● **Data records**

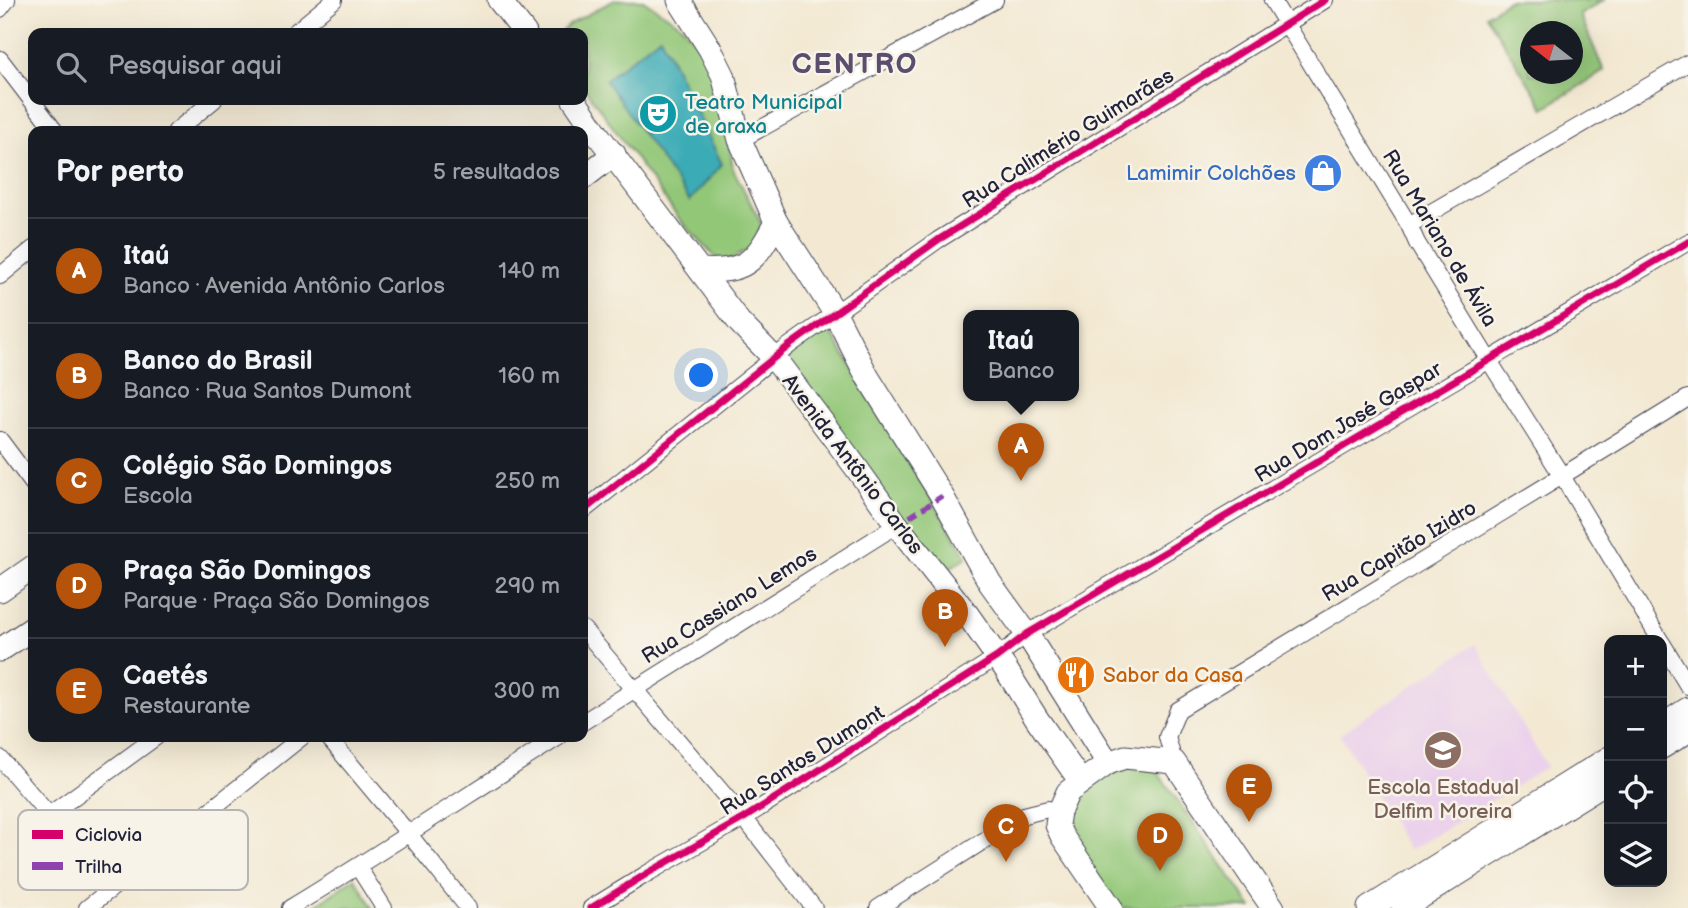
<!DOCTYPE html>
<html lang="pt">
<head>
<meta charset="utf-8">
<style>
  :root { --surface:#171b24; --page:#242831; --text:#f1f3f6; --muted:#9ea1a6; --line:#363941; --accent:#b45309 }
  body { margin:0; font-family:"Balsamiq Sans",sans-serif; background:var(--page); color:var(--text) }
  .controls { position:absolute; right:21px; bottom:21px; display:grid; overflow:hidden; border-radius:14px; box-shadow:0 7px 28px #0002 }
  .controls button { width:63px; height:63px; display:grid; place-items:center; padding:0; border:0; border-bottom:2px solid var(--line); background:var(--surface); color:var(--text); font:35px sans-serif }
  .compass { position:absolute; left:1520px; top:21px; width:63px; height:63px; border-radius:50%; background:var(--surface); box-shadow:0 7px 28px #0002; rotate:287deg }
  .you { position:absolute; left:702px; top:376px; width:24px; height:24px; margin:-18px; border:5px solid #fff; border-radius:50%; background:#1a73e8; box-shadow:0 0 0 10px #1a73e833 }
  .badge { display:grid; place-items:center; width:46px; height:46px; border-radius:50%; background:var(--accent); color:#fff; font-size:23px; font-weight:700 }
  .pin { position:absolute; translate:-50% -58px; filter:drop-shadow(0 2px 4px #0008) }
  .pin::after { content:''; position:absolute; top:37px; width:24px; height:21px; background:inherit; clip-path:polygon(0 0,100% 0,50% 100%) }
  .popup { position:absolute; left:963px; top:310px; width:116px; height:91px; box-sizing:border-box; display:grid; place-content:center; border-radius:14px; background:var(--surface); filter:drop-shadow(0 2px 5px #0005); font-size:23px; white-space:nowrap; color:var(--muted) }
  .popup b { font-size:26px; color:var(--text) }
  .popup::after { content:''; position:absolute; left:50%; top:100%; margin-left:-14px; border:14px solid transparent; border-top-color:var(--surface) }
  .list { margin:0; padding:0; list-style:none }
  h2 { display:flex; justify-content:space-between; align-items:center; height:91px; margin:0; padding:0 28px; font-size:30px }
  h2 small { font-size:23px; font-weight:400; color:var(--muted) }
  .list li { display:grid; grid-template-columns:46px 1fr auto; gap:21px; align-items:center; box-sizing:border-box; height:105px; padding:0 28px; border-top:2px solid var(--line) }
  .list b { display:block; font-size:26px; white-space:nowrap }
  .list p { margin:0; font-size:23px; white-space:nowrap; color:var(--muted) }
  .list em { font-size:23px; font-style:normal; color:var(--muted) }
  .icon { flex:none; width:38px; height:38px; fill:none; stroke:currentColor; stroke-width:2; stroke-linecap:round; stroke-linejoin:round }
  .map { position:relative; flex:none; width:1688px; height:908px; overflow:hidden }
  .search { position:absolute; background:var(--surface); box-shadow:0 7px 28px #0002; left:28px; top:28px; width:560px; height:77px; display:flex; align-items:center; gap:18px; box-sizing:border-box; padding:0 24px; border-radius:14px; color:var(--muted); font-size:26px }
  .panel { position:absolute; background:var(--surface); box-shadow:0 7px 28px #0002; left:28px; top:126px; width:560px; height:616px; border-radius:14px }
  .map>svg:first-child { display:block }
</style>
</head>
<body>
<div class="map">
<svg width="1688" height="908" viewBox="0 0 1688 908">
  <rect width="100%" height="100%" fill="#f7f3e8"/>
  <filter id="ink" filterUnits="userSpaceOnUse"><feTurbulence type="fractalNoise" baseFrequency=".0143" numOctaves="2"/><feDisplacementMap in="SourceGraphic" scale="14" xChannelSelector="R" yChannelSelector="G"/><feConvolveMatrix kernelMatrix="1 2 1 2 8 2 1 2 1" color-interpolation-filters="sRGB"/></filter>
  <filter id="wash" filterUnits="userSpaceOnUse"><feTurbulence type="fractalNoise" baseFrequency=".00686" numOctaves="4" result="noise"/><feDisplacementMap in="SourceGraphic" scale="28" xChannelSelector="R" yChannelSelector="G"/><feGaussianBlur stdDeviation="1.57" result="paint"/><feColorMatrix in="noise" values="0 0 0 0 0 0 0 0 0 0 0 0 0 0 0 0 0 1.4 0 .05"/><feComposite in="paint" operator="in"/></filter>
  <g filter="url(#wash)">
    <rect width="100%" height="100%" fill="#f3e9d3"/>
    <!-- built -->
    <polygon fill="#ebd1eb" points="1475,644 1547,767 1409,851 1340,734"/>
    <!-- green -->
    <g fill="#93c778" stroke="#5a745a" stroke-width="2" fill-rule="evenodd">
      <polygon points="614,0 643,0 680,24 702,47 722,97 733,169 764,229 761,242 725,262 714,256 681,221 583,86 583,33 561,33 568,25"/>
      <path d="M1508 0H1604L1580 15 1604 71 1544 108 1486 15ZM1530 32H1572V74H1530Z"/>
      <polygon points="814,333 831,333 967,557 942,573 785,368 789,355"/>
      <polygon points="1127,764 1156,770 1252,908 1118,908 1071,834 1067,819 1076,794"/>
      <polygon points="355,878 373,908 312,908"/>
    </g>
    <!-- water -->
    <polygon fill="#3aabb6" stroke="#2e6678" stroke-width="2" points="660,36 722,164 690,201 605,80"/>
  </g>
  <g filter="url(#ink)">
    <g fill="none" stroke-linecap="round" stroke-linejoin="round">
      <defs>
        <g id="minor">
          <polyline points="1272,0 1409,225 1417,243 1488,359 1562,476 1660,640"/>
          <polyline points="0,9 7,0"/>
          <polyline points="294,33 334,0"/>
          <polyline points="0,59 55,131"/>
          <polyline points="176,131 214,100"/>
          <polyline points="740,140 995,0"/>
          <polyline points="1409,225 1688,63"/>
          <polyline points="0,276 33,249"/>
          <polyline points="0,440 33,484"/>
          <polyline points="583,511 790,345 938,240 1325,0"/>
          <polyline points="583,629 744,818 814,908"/>
          <polyline points="1662,643 1688,686"/>
          <polyline points="583,722 897,525"/>
          <polyline points="328,737 408,833 468,908"/>
          <polyline points="0,758 49,815 109,891"/>
          <polyline points="1174,762 1167,737 1178,710 1562,476 1688,398"/>
          <polyline points="49,815 156,737"/>
          <polyline points="358,867 384,908"/>
          <polyline points="87,908 302,737"/>
          <path d="M290 908C381 853 469 794 559 737"/>
          <polyline points="591,908 648,873 744,818 997,657 1027,634 1688,242"/>
          <polyline points="878,908 1024,815 1048,809 1059,812"/>
        </g>
        <g id="secondary">
          <polyline points="499,0 525,33"/>
          <polyline points="679,0 710,49 723,75 740,140 776,222 835,313 867,376 942,496 990,583 1027,634 1108,763"/>
          <polyline points="574,100 598,135 739,322 775,359 855,466 897,525 967,614 1005,668 1037,719 1081,782"/>
          <polyline points="583,178 614,154"/>
          <path d="M700 270C746 273 755 262 776 222"/>
          <polyline points="0,590 33,567"/>
          <polyline points="0,650 33,628"/>
          <polyline points="1662,726 1688,709"/>
          <polyline points="1662,747 1688,731"/>
          <polyline points="1111,908 1062,836 1057,825 1059,812 1068,792 1108,763 1125,757 1174,762 1273,908"/>
          <polyline points="1369,908 1609,758"/>
          <polyline points="1403,908 1609,780"/>
        </g>
      </defs>
      <!-- minor casing -->
      <use href="#minor" stroke="#414052" stroke-width="18"/>
      <!-- secondary casing -->
      <use href="#secondary" stroke="#414052" stroke-width="25"/>
      <!-- minor -->
      <use href="#minor" stroke="#fff" stroke-width="16"/>
      <!-- secondary -->
      <use href="#secondary" stroke="#fff" stroke-width="23"/>
      <!-- quiet -->
      <polyline stroke="#8e44ad" stroke-width="5" stroke-dasharray="10 5" stroke-linecap="butt" points="897,525 942,496"/>
      <defs>
        <g id="cycleway">
          <polyline points="583,511 790,345 938,240 1325,0"/>
          <polyline points="591,908 648,873 744,818 997,657 1027,634 1688,242"/>
        </g>
      </defs>
      <!-- cycleway casing -->
      <use href="#cycleway" stroke="#f7f3e8" stroke-width="11"/>
      <!-- cycleway -->
      <use href="#cycleway" stroke="#d6006c" stroke-width="7"/>
    </g>
  </g>
  <!-- icons -->
  <defs>
    <symbol id="theatre-disc" viewBox="-11 -11 22 22"><circle r="9.5" fill="#0f9aa8" stroke="#f7f3e8"/><path d="M-5-5.5Q0-4 5-5.5V0Q5 5 0 6Q-5 5-5 0ZM-3.3-2.5H-1v1.5H-3.3ZM1-2.5H3.3v1.5H1ZM-2.8 1Q0 5.5 2.8 1Z" fill="#fff"/></symbol>
    <symbol id="shop-disc" viewBox="-11 -11 22 22"><circle r="9.5" fill="#3f7fe0" stroke="#f7f3e8"/><path d="M-5-2.5h2.3a2.7 3.5 0 0 1 5.4 0H5L5.5 6h-11ZM-1.5-2.5h3a1.5 2.3 0 0 0-3 0Z" fill="#fff"/></symbol>
    <symbol id="restaurant-disc" viewBox="-11 -11 22 22"><circle r="9.5" fill="#e8710a" stroke="#f7f3e8"/><path d="M-5-6h1v4h1v-4h1v4h1v-4h1v5L-1.5 .5V6h-2V.5L-5-1ZM5-6V6H3V1.5H1.5Q1.5-4 5-6Z" fill="#fff"/></symbol>
    <symbol id="school-disc" viewBox="-11 -11 22 22"><circle r="9.5" fill="#8d6e63" stroke="#f7f3e8"/><path d="M0-5L7-2L0 1L-7-2ZM-4 1L0 2.5L4 1V4Q0 6-4 4Z" fill="#fff"/></symbol>
  </defs>
  <g fill-rule="evenodd">
    <use href="#theatre-disc" x="636" y="92" width="44" height="44"/>
    <use href="#shop-disc" x="1301" y="151" width="44" height="44"/>
    <use href="#restaurant-disc" x="1054" y="653" width="44" height="44"/>
    <use href="#school-disc" x="1421" y="728" width="44" height="44"/>
  </g>
  <g text-anchor="middle" stroke-width="5" stroke-linejoin="round" paint-order="stroke">
    <!-- culture labels -->
    <g font-size="21" fill="#0d838f" stroke="#f7f3e8" text-anchor="start">
      <text x="685" y="109">Teatro Municipal<tspan x="685" dy="24">de araxa</tspan></text>
    </g>
    <!-- street labels -->
    <g font-size="21" fill="#22223b" stroke="#f7f3e8">
      <text transform="translate(1068 138) rotate(-32)" y="7">Rua Calimério Guimarães</text>
      <text transform="translate(1440 238) rotate(59)" y="7">Rua Mariano de Ávila</text>
      <text transform="translate(1348 422) rotate(-31)" y="7">Rua Dom José Gaspar</text>
      <text transform="translate(853 464) rotate(53)" y="7">Avenida Antônio Carlos</text>
      <text transform="translate(1399 551) rotate(-31)" y="7">Rua Capitão Izidro</text>
      <text transform="translate(729 605) rotate(-32)" y="7">Rua Cassiano Lemos</text>
      <text transform="translate(802 760) rotate(-32)" y="7">Rua Santos Dumont</text>
    </g>
    <!-- shop labels -->
    <g font-size="21" fill="#366cbe" stroke="#f7f3e8" text-anchor="end">
      <text x="1296" y="180">Lamimir Colchões</text>
    </g>
    <!-- food labels -->
    <g font-size="21" fill="#c56008" stroke="#f7f3e8" text-anchor="start">
      <text x="1103" y="682">Sabor da Casa</text>
    </g>
    <!-- education labels -->
    <g font-size="21" fill="#785e54" stroke="#f7f3e8">
      <text x="1443" y="794">Escola Estadual<tspan x="1443" dy="24">Delfim Moreira</tspan></text>
    </g>
    <!-- district labels -->
    <g font-size="28" font-weight="bold" letter-spacing="2" fill="#5a4d6e" stroke="#f7f3e8">
      <text x="855" y="73">CENTRO</text>
    </g>
  </g>
  <!-- legend -->
  <rect x="18" y="810" width="230" height="80" rx="10" fill="#f7f3e8" stroke="#b7b4b4" stroke-width="2"/>
  <rect x="32" y="830" width="31" height="9" fill="#d6006c"/>
  <rect x="32" y="862" width="31" height="8" fill="#8e44ad"/>
  <g font-size="19" fill="#22223b">
    <text x="75" y="841">Ciclovia</text>
    <text x="75" y="873">Trilha</text>
  </g>
</svg>
<div class="controls">
<button>+</button>
<button>−</button>
<button><svg class="icon" aria-label="locate" viewBox="0 0 24 24"><circle cx="12" cy="12" r="6"/><path d="M12 2v4M12 18v4M2 12h4M18 12h4"/></svg></button>
<button><svg class="icon" aria-label="layers" viewBox="0 0 24 24"><path d="M12 4l9 5-9 5-9-5zM3 14l9 5 9-5"/></svg></button>
</div>
<svg class="compass" viewBox="-18 -18 36 36"><path d="M0-13l5 13h-10z" fill="#e53935"/><path d="M0 13l5-13h-10z" fill="#9ea1a6"/></svg>
<div class="you"></div>
<div class="pin badge" style="left:1021px;top:481px">A</div>
<div class="popup"><b>Itaú</b>Banco</div>
<div class="pin badge" style="left:945px;top:647px">B</div>
<div class="pin badge" style="left:1006px;top:862px">C</div>
<div class="pin badge" style="left:1160px;top:871px">D</div>
<div class="pin badge" style="left:1249px;top:822px">E</div>
<div class="search"><svg class="icon" aria-label="search" viewBox="0 0 24 24"><circle cx="10" cy="10" r="6"/><path d="M15 15l6 6"/></svg>Pesquisar aqui</div>
<section class="panel">
<h2>Por perto<small>5 resultados</small></h2>
<ul class="list">
<li><span class="badge">A</span><div><b>Itaú</b><p>Banco · Avenida Antônio Carlos</p></div><em>140 m</em></li>
<li><span class="badge">B</span><div><b>Banco do Brasil</b><p>Banco · Rua Santos Dumont</p></div><em>160 m</em></li>
<li><span class="badge">C</span><div><b>Colégio São Domingos</b><p>Escola</p></div><em>250 m</em></li>
<li><span class="badge">D</span><div><b>Praça São Domingos</b><p>Parque · Praça São Domingos</p></div><em>290 m</em></li>
<li><span class="badge">E</span><div><b>Caetés</b><p>Restaurante</p></div><em>300 m</em></li>
</ul>
</section>
</div>
</body>
</html>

● **Exercise instructions**
Please transcribe, word for word, every line from the first line of the records above through the line containing "--surface:#171b24; --page:#242831; --text:#f1f3f6;", and leave out any pictures.

● **Exercise output**
<!DOCTYPE html>
<html lang="pt">
<head>
<meta charset="utf-8">
<style>
  :root { --surface:#171b24; --page:#242831; --text:#f1f3f6; --muted:#9ea1a6; --line:#363941; --accent:#b45309 }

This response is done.